The Consumer Financial Protection Bureau (CFPB) is backing the elimination of the debt-to-income (DTI) requirements in the mortgage process. Over the past few months, multiple large lenders including Bank of America, Quicken Loans, and Caliber Home Loans as well as the Mortgage Bankers Association (MBA) have called on the CFPB to remove the DTI requirement.
Recently, the CFPB Director Kathy Kraninger sent a letter to Congress asking to amend the Ability to Repay (ATR) or Qualified Mortgage (QM) rule to remove the debt to income ratio as a factor in the process. Per Kraninger’s letter, the CFPB would issue a new rule on the DTI requirement by May 2020.
Currently, 43% debt-to-income ratio is the maximum amount of debt percentage a potential home buyer can have and qualify for a home loan.
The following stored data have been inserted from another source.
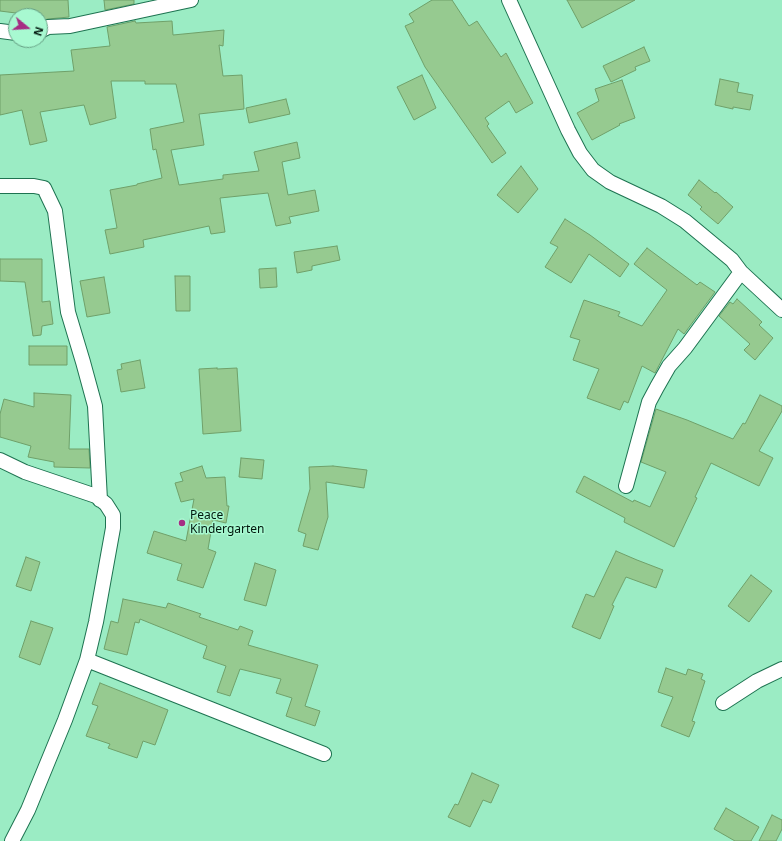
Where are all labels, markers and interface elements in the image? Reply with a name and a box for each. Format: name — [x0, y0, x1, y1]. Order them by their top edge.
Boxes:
north arrow — [8, 8, 48, 48]
text: N — [30, 25, 47, 38]
place label: Peace Kindergarten — [190, 509, 265, 537]
marker: Peace Kindergarten — [177, 518, 187, 528]

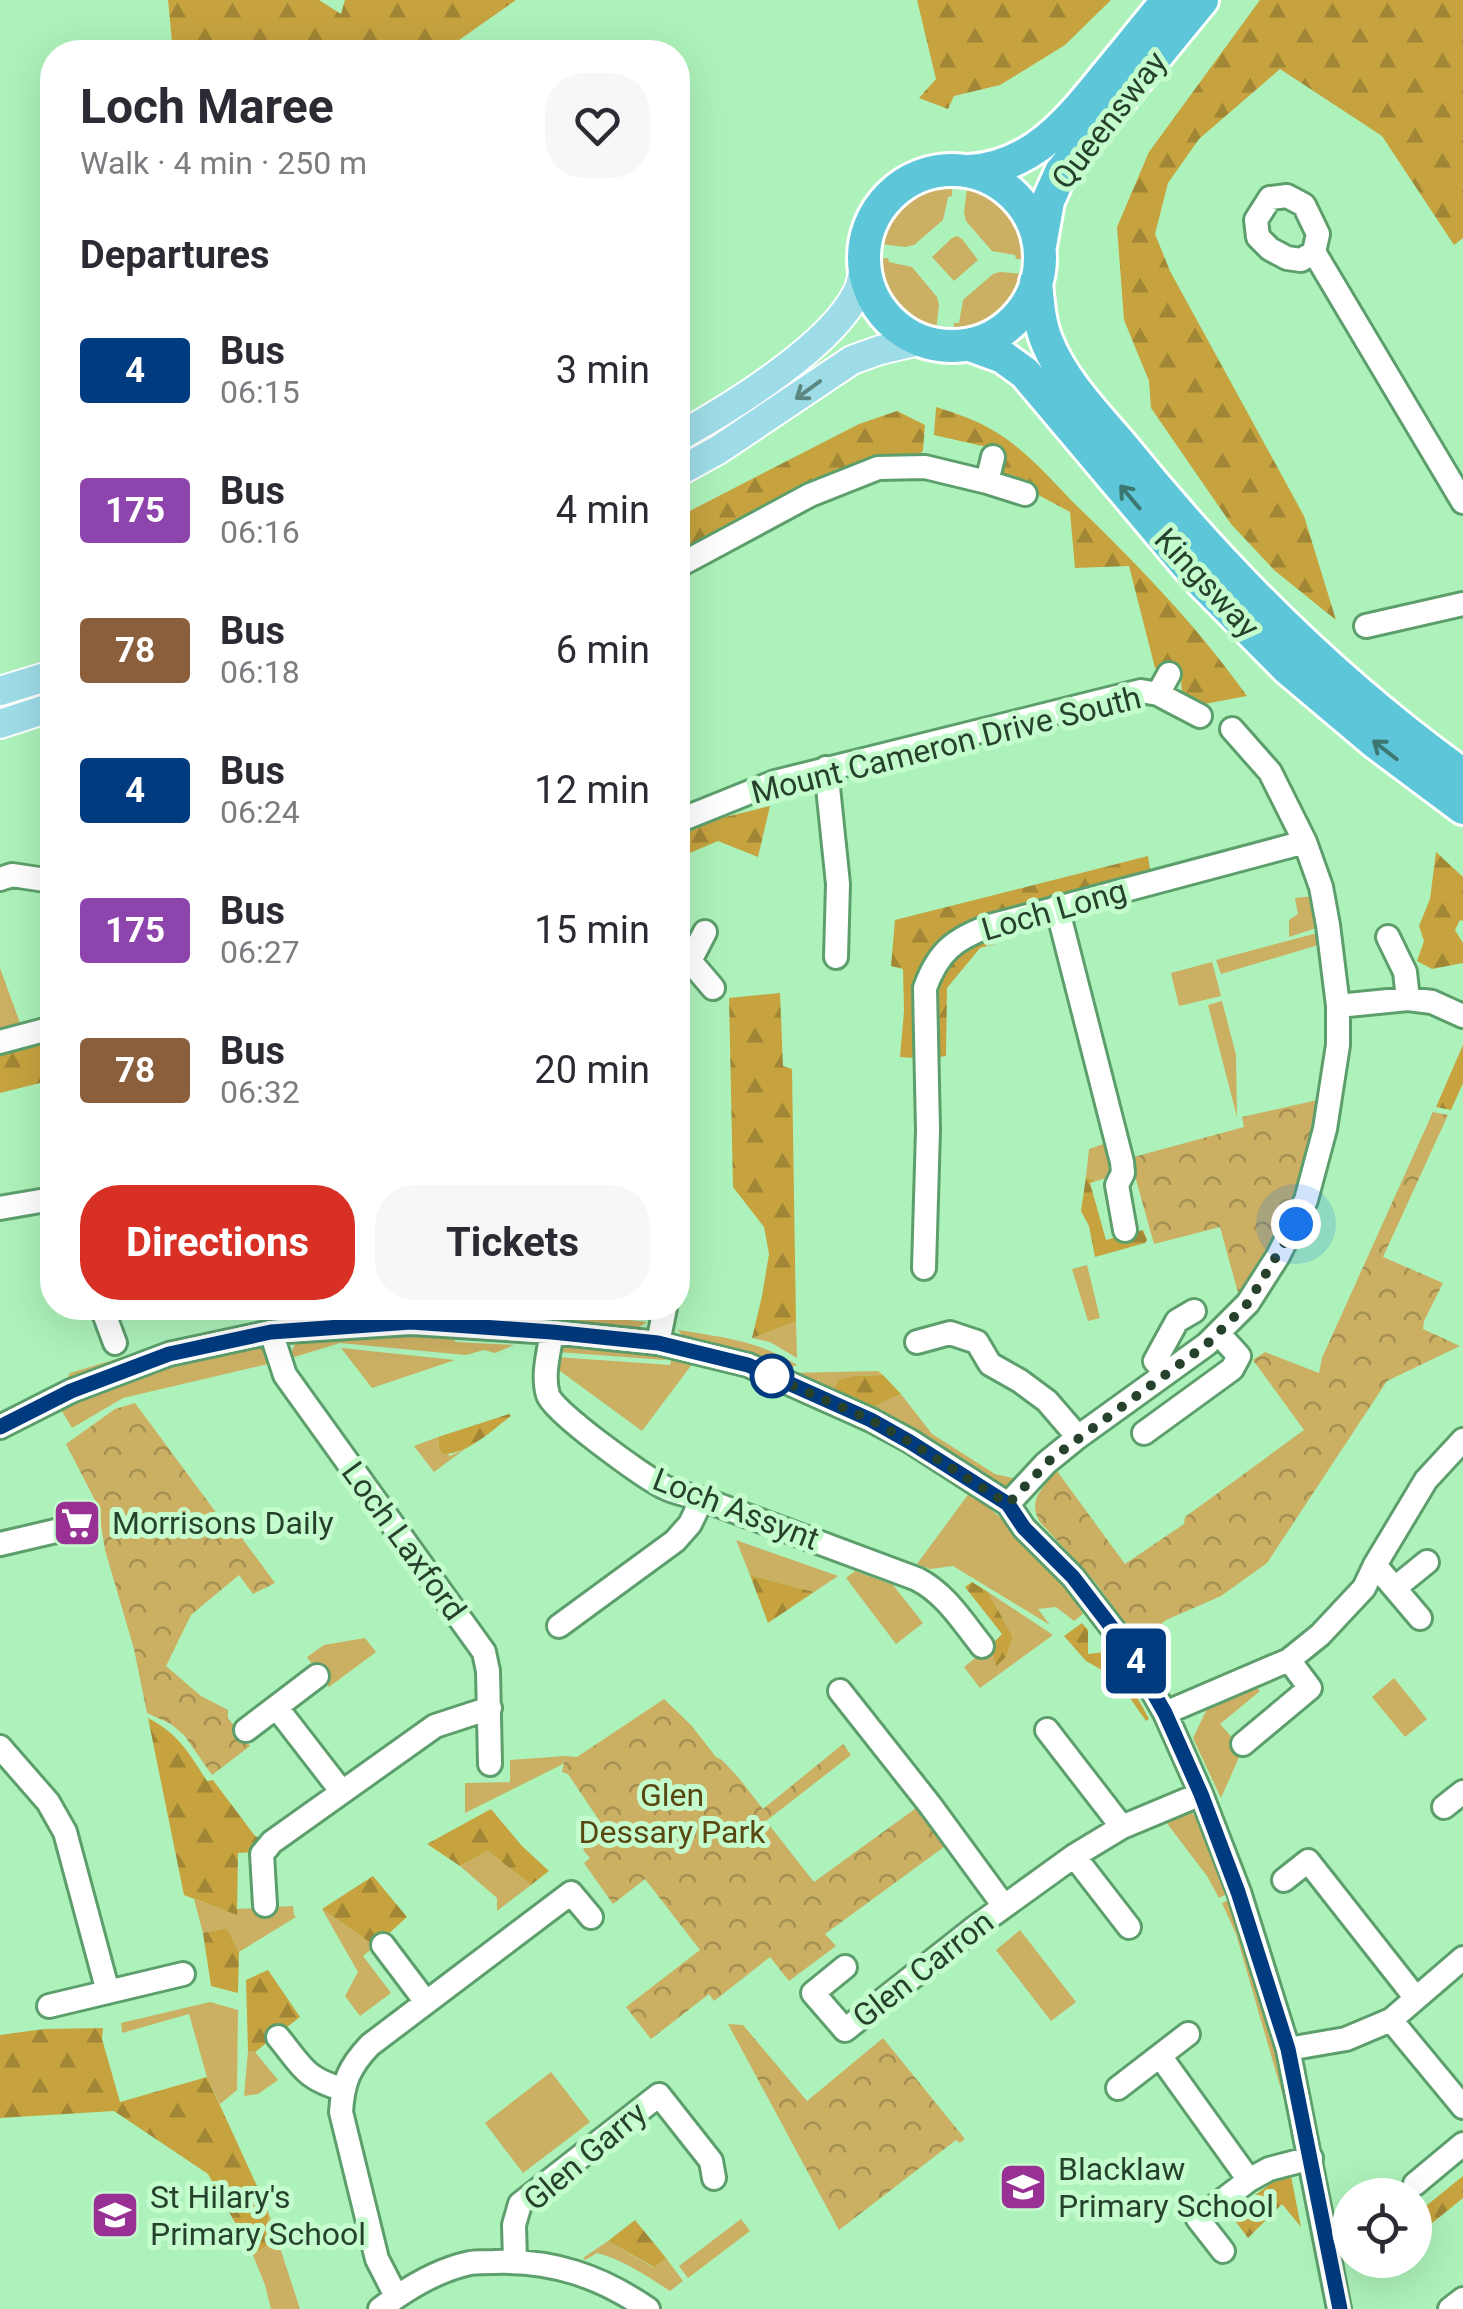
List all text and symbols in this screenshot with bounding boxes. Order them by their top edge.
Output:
street label: Queensway [1044,44,1174,196]
button: heart [545,73,650,178]
text: Loch Maree [80,78,334,135]
text: Walk · 4 min · 250 m [80,144,367,182]
text: Departures [80,233,270,277]
text: Bus [220,329,285,373]
text: 3 min [556,348,650,392]
text: 4 [125,350,145,391]
text: 06:15 [220,373,300,411]
one-way arrow [795,380,822,401]
text: Bus [220,469,285,513]
one-way arrow [1118,485,1141,510]
text: 4 min [556,488,650,532]
text: 175 [105,490,165,531]
text: 06:16 [220,513,300,551]
street label: Kingsway [1147,520,1267,646]
text: Bus [220,609,285,653]
text: 6 min [556,628,650,672]
text: 78 [115,630,155,671]
text: 06:18 [220,653,300,691]
street label: Mount Cameron Drive South [747,678,1145,812]
one-way arrow [1372,739,1399,760]
text: Bus [220,749,285,793]
text: 12 min [534,768,650,812]
text: 4 [125,770,145,811]
text: 06:24 [220,793,300,831]
street label: Loch Long [977,871,1131,949]
text: Bus [220,889,285,933]
text: 15 min [534,908,650,952]
text: 175 [105,910,165,951]
text: 06:27 [220,933,300,971]
text: Bus [220,1029,285,1073]
text: 20 min [534,1048,650,1092]
text: 78 [115,1050,155,1091]
text: 06:32 [220,1073,300,1111]
button: Directions [80,1185,355,1300]
button: Tickets [375,1185,650,1300]
your location [1271,1199,1321,1249]
unlabelled marker [751,1355,793,1397]
street label: Loch Laxford [334,1454,474,1628]
street label: Loch Assynt [648,1460,824,1558]
supermarket icon: Morrisons Daily [51,1497,103,1549]
place label: Morrisons Daily [112,1504,334,1542]
line badge: 4 [1104,1628,1168,1694]
text: 4 [1126,1641,1146,1682]
park label: Glen Dessary Park [578,1776,766,1851]
street label: Glen Carron [845,1902,1001,2036]
street label: Glen Garry [516,2094,654,2218]
place label: Blacklaw Primary School [1058,2150,1274,2225]
school or university icon: Blacklaw Primary School [997,2161,1049,2213]
place label: St Hilary's Primary School [150,2178,366,2253]
map controls [1332,2178,1432,2278]
button: locate [1332,2178,1432,2278]
school or university icon: St Hilary's Primary School [89,2189,141,2241]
Without this regulation, it could be easier for some buyers to qualify for a loan and easier for lenders to qualify a home buyer.
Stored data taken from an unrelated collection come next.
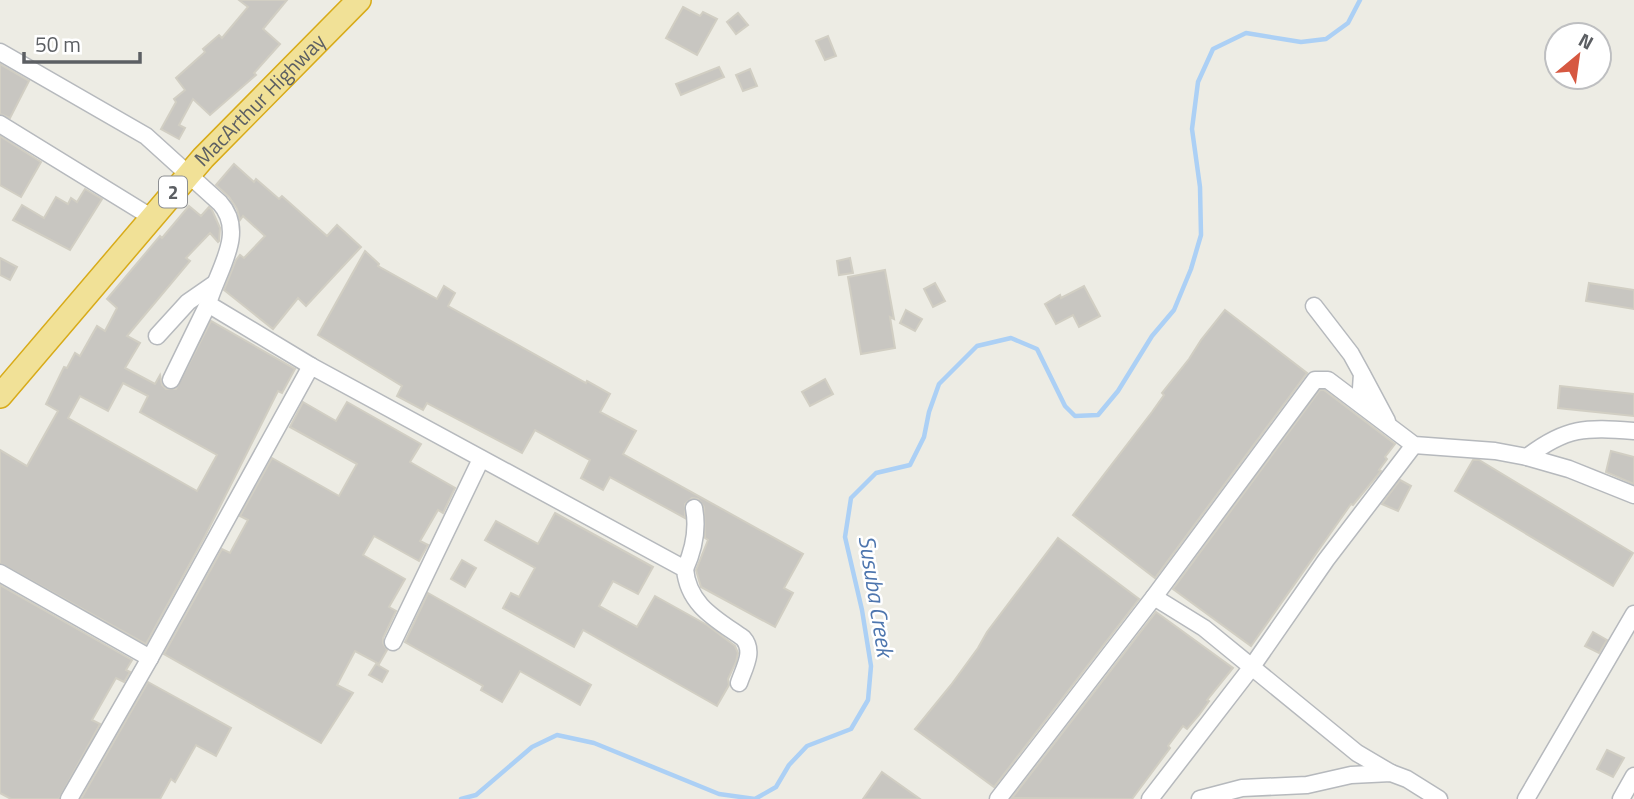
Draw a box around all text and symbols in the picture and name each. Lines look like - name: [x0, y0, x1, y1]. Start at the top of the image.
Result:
- scale bar: [24, 21, 140, 65]
- north arrow: [1543, 21, 1613, 91]
- text: N: [1574, 25, 1599, 57]
- street label: MacArthur Highway: [186, 26, 333, 173]
- text: 50 m: [35, 28, 81, 60]
- road number: 2: [159, 176, 187, 208]
- water label: Susuba Creek: [850, 533, 904, 662]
The CFPB and Ability to Repay rule were created in 2008 as a response to the housing collapse as a way to prevent lending money to borrowers who may not have been able to repay the loan. Eight factors go into the ATR rule including income verification, credit history, DTI, and more. The CFPB is only looking to adjust and remove the DTI requirement from the ATR and QM rules.